*PROBLEM STATEMENT*
Find the line containing "Instruction: Convert the" in the data below and repeat it, along with all later lines, exactly through the last one.

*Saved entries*
::::

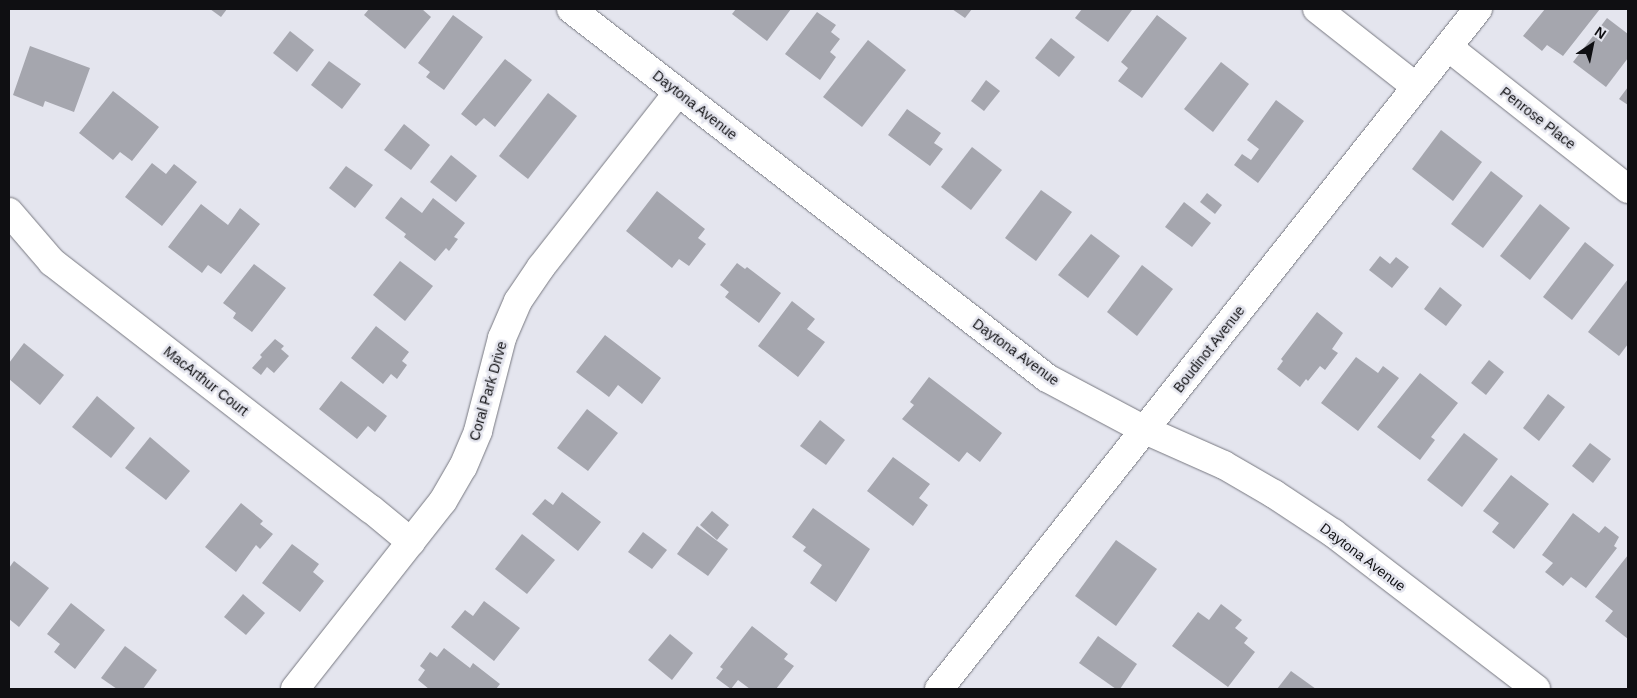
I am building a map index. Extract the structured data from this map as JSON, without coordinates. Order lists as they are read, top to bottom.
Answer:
{
  "streets": {
    "street": [
      "Daytona Avenue",
      "Penrose Place",
      "Boudinot Avenue",
      "MacArthur Court",
      "Coral Park Drive"
    ]
  },
  "crossings": [
    ["Daytona Avenue", "Boudinot Avenue"],
    ["Daytona Avenue", "Coral Park Drive"],
    ["Penrose Place", "Boudinot Avenue"],
    ["MacArthur Court", "Coral Park Drive"]
  ],
  "north": "top right"
}
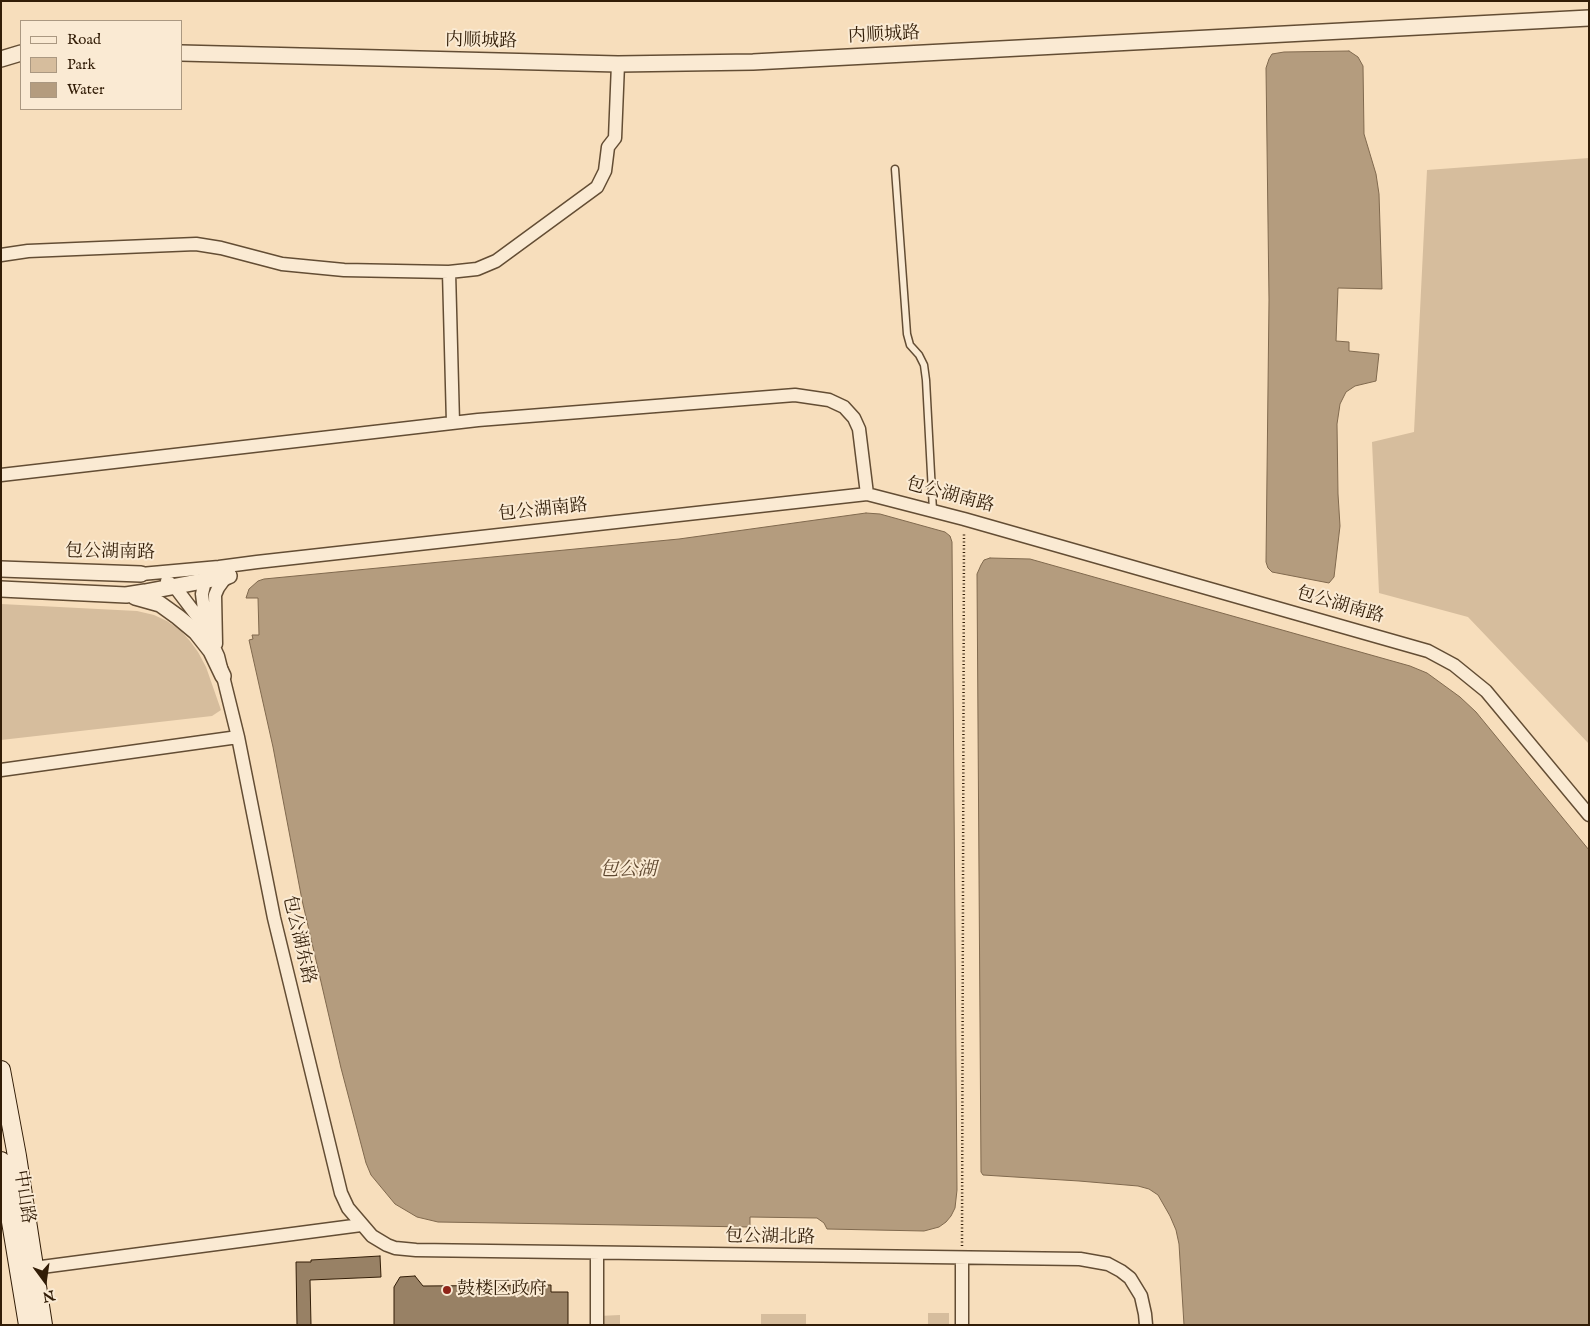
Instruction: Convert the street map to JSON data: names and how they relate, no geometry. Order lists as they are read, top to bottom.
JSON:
{
  "streets": {
    "main road": ["中山路"],
    "street": [
      "内顺城路",
      "包公湖南路",
      "包公湖东路",
      "包公湖北路"
    ]
  },
  "crossings": [
    ["包公湖东路", "包公湖北路"]
  ],
  "water": ["包公湖"],
  "places": ["鼓楼区政府"],
  "legend": ["Road", "Park", "Water"],
  "north": "bottom"
}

::::

*WRITTEN RESPONSE*
Instruction: Convert the street map to JSON data: names and how they relate, no geometry. Order lists as they are read, top to bottom.
JSON:
{
  "streets": {
    "main road": ["中山路"],
    "street": [
      "内顺城路",
      "包公湖南路",
      "包公湖东路",
      "包公湖北路"
    ]
  },
  "crossings": [
    ["包公湖东路", "包公湖北路"]
  ],
  "water": ["包公湖"],
  "places": ["鼓楼区政府"],
  "legend": ["Road", "Park", "Water"],
  "north": "bottom"
}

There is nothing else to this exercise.